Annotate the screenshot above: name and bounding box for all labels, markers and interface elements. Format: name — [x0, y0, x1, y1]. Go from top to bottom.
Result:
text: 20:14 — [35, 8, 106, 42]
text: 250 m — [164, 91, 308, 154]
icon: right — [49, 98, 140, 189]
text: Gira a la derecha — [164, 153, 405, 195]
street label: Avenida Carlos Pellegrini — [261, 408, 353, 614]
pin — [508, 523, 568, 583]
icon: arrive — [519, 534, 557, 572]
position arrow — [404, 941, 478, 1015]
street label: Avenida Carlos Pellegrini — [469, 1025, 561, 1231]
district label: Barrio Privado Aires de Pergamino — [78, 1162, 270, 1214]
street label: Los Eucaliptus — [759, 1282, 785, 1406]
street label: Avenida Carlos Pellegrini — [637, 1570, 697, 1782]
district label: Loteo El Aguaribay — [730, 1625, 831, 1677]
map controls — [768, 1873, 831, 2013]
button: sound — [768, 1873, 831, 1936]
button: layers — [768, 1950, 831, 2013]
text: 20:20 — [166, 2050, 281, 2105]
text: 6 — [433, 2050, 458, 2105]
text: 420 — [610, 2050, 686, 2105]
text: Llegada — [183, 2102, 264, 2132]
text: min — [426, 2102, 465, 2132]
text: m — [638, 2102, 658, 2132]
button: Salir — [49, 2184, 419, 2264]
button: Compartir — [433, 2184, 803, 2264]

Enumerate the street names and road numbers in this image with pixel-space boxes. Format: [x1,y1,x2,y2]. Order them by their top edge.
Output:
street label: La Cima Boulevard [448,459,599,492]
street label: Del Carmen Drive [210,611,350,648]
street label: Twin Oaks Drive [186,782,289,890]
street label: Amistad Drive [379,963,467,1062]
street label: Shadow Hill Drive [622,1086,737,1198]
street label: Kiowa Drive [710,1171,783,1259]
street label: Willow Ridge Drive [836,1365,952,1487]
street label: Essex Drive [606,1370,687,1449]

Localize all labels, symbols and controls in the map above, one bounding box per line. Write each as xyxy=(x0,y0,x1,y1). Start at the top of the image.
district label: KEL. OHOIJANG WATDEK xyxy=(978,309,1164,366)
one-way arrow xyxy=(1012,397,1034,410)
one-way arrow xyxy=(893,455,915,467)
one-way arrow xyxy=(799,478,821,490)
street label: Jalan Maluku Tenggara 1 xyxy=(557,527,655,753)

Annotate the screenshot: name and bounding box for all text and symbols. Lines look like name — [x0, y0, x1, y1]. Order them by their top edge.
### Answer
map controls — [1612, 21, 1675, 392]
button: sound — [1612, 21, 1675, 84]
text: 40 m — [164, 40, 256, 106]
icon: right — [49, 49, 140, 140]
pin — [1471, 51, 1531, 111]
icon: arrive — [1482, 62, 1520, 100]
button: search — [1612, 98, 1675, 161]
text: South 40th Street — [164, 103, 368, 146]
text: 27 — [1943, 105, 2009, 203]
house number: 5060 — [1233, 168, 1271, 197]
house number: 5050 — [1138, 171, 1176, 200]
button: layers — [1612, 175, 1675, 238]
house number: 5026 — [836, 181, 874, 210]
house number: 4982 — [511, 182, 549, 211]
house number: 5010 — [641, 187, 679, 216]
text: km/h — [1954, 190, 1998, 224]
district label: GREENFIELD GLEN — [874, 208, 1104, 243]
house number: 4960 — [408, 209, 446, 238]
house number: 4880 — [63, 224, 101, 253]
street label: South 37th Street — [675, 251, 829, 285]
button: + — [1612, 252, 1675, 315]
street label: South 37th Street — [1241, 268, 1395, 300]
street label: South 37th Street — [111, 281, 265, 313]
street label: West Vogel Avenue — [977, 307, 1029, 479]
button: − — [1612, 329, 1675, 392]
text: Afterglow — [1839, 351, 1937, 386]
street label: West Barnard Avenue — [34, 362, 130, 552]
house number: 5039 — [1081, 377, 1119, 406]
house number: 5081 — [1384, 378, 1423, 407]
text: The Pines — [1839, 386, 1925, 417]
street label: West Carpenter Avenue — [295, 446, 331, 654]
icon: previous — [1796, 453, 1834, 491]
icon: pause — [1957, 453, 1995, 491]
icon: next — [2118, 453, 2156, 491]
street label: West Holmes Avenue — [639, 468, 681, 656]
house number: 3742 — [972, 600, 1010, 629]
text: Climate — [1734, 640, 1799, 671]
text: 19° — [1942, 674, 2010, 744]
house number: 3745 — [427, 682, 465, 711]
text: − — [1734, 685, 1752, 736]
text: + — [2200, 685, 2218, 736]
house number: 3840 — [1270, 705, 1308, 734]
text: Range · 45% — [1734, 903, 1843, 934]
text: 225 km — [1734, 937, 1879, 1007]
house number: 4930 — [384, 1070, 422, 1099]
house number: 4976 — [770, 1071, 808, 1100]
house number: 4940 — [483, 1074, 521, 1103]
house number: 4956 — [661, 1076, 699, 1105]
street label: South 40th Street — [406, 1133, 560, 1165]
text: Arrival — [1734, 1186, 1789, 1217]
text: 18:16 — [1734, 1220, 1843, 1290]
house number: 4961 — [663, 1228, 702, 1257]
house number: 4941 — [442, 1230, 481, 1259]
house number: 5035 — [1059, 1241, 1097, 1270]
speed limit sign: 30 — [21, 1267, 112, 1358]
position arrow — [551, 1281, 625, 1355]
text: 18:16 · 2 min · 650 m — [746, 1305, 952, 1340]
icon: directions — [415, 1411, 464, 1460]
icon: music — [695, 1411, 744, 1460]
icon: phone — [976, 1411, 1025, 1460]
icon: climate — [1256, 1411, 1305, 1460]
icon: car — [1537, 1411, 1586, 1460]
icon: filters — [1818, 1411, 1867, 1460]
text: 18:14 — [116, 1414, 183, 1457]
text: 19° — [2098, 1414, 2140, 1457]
***
■ **Task objective**
The answer is all of the material, repeated exactly.

■ **Expected output**
Annotate the screenshot above: name and bounding box for all labels, markers and interface elements. Format: name — [x0, y0, x1, y1]. Go from top to bottom.
Result:
text: 20:14 — [35, 8, 106, 42]
text: 250 m — [164, 91, 308, 154]
icon: right — [49, 98, 140, 189]
text: Gira a la derecha — [164, 153, 405, 195]
street label: Avenida Carlos Pellegrini — [261, 408, 353, 614]
pin — [508, 523, 568, 583]
icon: arrive — [519, 534, 557, 572]
position arrow — [404, 941, 478, 1015]
street label: Avenida Carlos Pellegrini — [469, 1025, 561, 1231]
district label: Barrio Privado Aires de Pergamino — [78, 1162, 270, 1214]
street label: Los Eucaliptus — [759, 1282, 785, 1406]
street label: Avenida Carlos Pellegrini — [637, 1570, 697, 1782]
district label: Loteo El Aguaribay — [730, 1625, 831, 1677]
map controls — [768, 1873, 831, 2013]
button: sound — [768, 1873, 831, 1936]
button: layers — [768, 1950, 831, 2013]
text: 20:20 — [166, 2050, 281, 2105]
text: 6 — [433, 2050, 458, 2105]
text: 420 — [610, 2050, 686, 2105]
text: Llegada — [183, 2102, 264, 2132]
text: min — [426, 2102, 465, 2132]
text: m — [638, 2102, 658, 2132]
button: Salir — [49, 2184, 419, 2264]
button: Compartir — [433, 2184, 803, 2264]

Enumerate the street names and road numbers in this image with pixel-space boxes. Format: [x1,y1,x2,y2]. Order them by their top edge.
Output:
street label: La Cima Boulevard [448,459,599,492]
street label: Del Carmen Drive [210,611,350,648]
street label: Twin Oaks Drive [186,782,289,890]
street label: Amistad Drive [379,963,467,1062]
street label: Shadow Hill Drive [622,1086,737,1198]
street label: Kiowa Drive [710,1171,783,1259]
street label: Willow Ridge Drive [836,1365,952,1487]
street label: Essex Drive [606,1370,687,1449]

Localize all labels, symbols and controls in the map above, one bounding box per line. Write each as xyxy=(x0,y0,x1,y1). Start at the top of the image.
district label: KEL. OHOIJANG WATDEK xyxy=(978,309,1164,366)
one-way arrow xyxy=(1012,397,1034,410)
one-way arrow xyxy=(893,455,915,467)
one-way arrow xyxy=(799,478,821,490)
street label: Jalan Maluku Tenggara 1 xyxy=(557,527,655,753)

Annotate the screenshot: name and bounding box for all text and symbols. Lines look like name — [x0, y0, x1, y1]. Order them by their top edge.
### Answer
map controls — [1612, 21, 1675, 392]
button: sound — [1612, 21, 1675, 84]
text: 40 m — [164, 40, 256, 106]
icon: right — [49, 49, 140, 140]
pin — [1471, 51, 1531, 111]
icon: arrive — [1482, 62, 1520, 100]
button: search — [1612, 98, 1675, 161]
text: South 40th Street — [164, 103, 368, 146]
text: 27 — [1943, 105, 2009, 203]
house number: 5060 — [1233, 168, 1271, 197]
house number: 5050 — [1138, 171, 1176, 200]
button: layers — [1612, 175, 1675, 238]
house number: 5026 — [836, 181, 874, 210]
house number: 4982 — [511, 182, 549, 211]
house number: 5010 — [641, 187, 679, 216]
text: km/h — [1954, 190, 1998, 224]
district label: GREENFIELD GLEN — [874, 208, 1104, 243]
house number: 4960 — [408, 209, 446, 238]
house number: 4880 — [63, 224, 101, 253]
street label: South 37th Street — [675, 251, 829, 285]
button: + — [1612, 252, 1675, 315]
street label: South 37th Street — [1241, 268, 1395, 300]
street label: South 37th Street — [111, 281, 265, 313]
street label: West Vogel Avenue — [977, 307, 1029, 479]
button: − — [1612, 329, 1675, 392]
text: Afterglow — [1839, 351, 1937, 386]
street label: West Barnard Avenue — [34, 362, 130, 552]
house number: 5039 — [1081, 377, 1119, 406]
house number: 5081 — [1384, 378, 1423, 407]
text: The Pines — [1839, 386, 1925, 417]
street label: West Carpenter Avenue — [295, 446, 331, 654]
icon: previous — [1796, 453, 1834, 491]
icon: pause — [1957, 453, 1995, 491]
icon: next — [2118, 453, 2156, 491]
street label: West Holmes Avenue — [639, 468, 681, 656]
house number: 3742 — [972, 600, 1010, 629]
text: Climate — [1734, 640, 1799, 671]
text: 19° — [1942, 674, 2010, 744]
house number: 3745 — [427, 682, 465, 711]
text: − — [1734, 685, 1752, 736]
text: + — [2200, 685, 2218, 736]
house number: 3840 — [1270, 705, 1308, 734]
text: Range · 45% — [1734, 903, 1843, 934]
text: 225 km — [1734, 937, 1879, 1007]
house number: 4930 — [384, 1070, 422, 1099]
house number: 4976 — [770, 1071, 808, 1100]
house number: 4940 — [483, 1074, 521, 1103]
house number: 4956 — [661, 1076, 699, 1105]
street label: South 40th Street — [406, 1133, 560, 1165]
text: Arrival — [1734, 1186, 1789, 1217]
text: 18:16 — [1734, 1220, 1843, 1290]
house number: 4961 — [663, 1228, 702, 1257]
house number: 4941 — [442, 1230, 481, 1259]
house number: 5035 — [1059, 1241, 1097, 1270]
speed limit sign: 30 — [21, 1267, 112, 1358]
position arrow — [551, 1281, 625, 1355]
text: 18:16 · 2 min · 650 m — [746, 1305, 952, 1340]
icon: directions — [415, 1411, 464, 1460]
icon: music — [695, 1411, 744, 1460]
icon: phone — [976, 1411, 1025, 1460]
icon: climate — [1256, 1411, 1305, 1460]
icon: car — [1537, 1411, 1586, 1460]
icon: filters — [1818, 1411, 1867, 1460]
text: 18:14 — [116, 1414, 183, 1457]
text: 19° — [2098, 1414, 2140, 1457]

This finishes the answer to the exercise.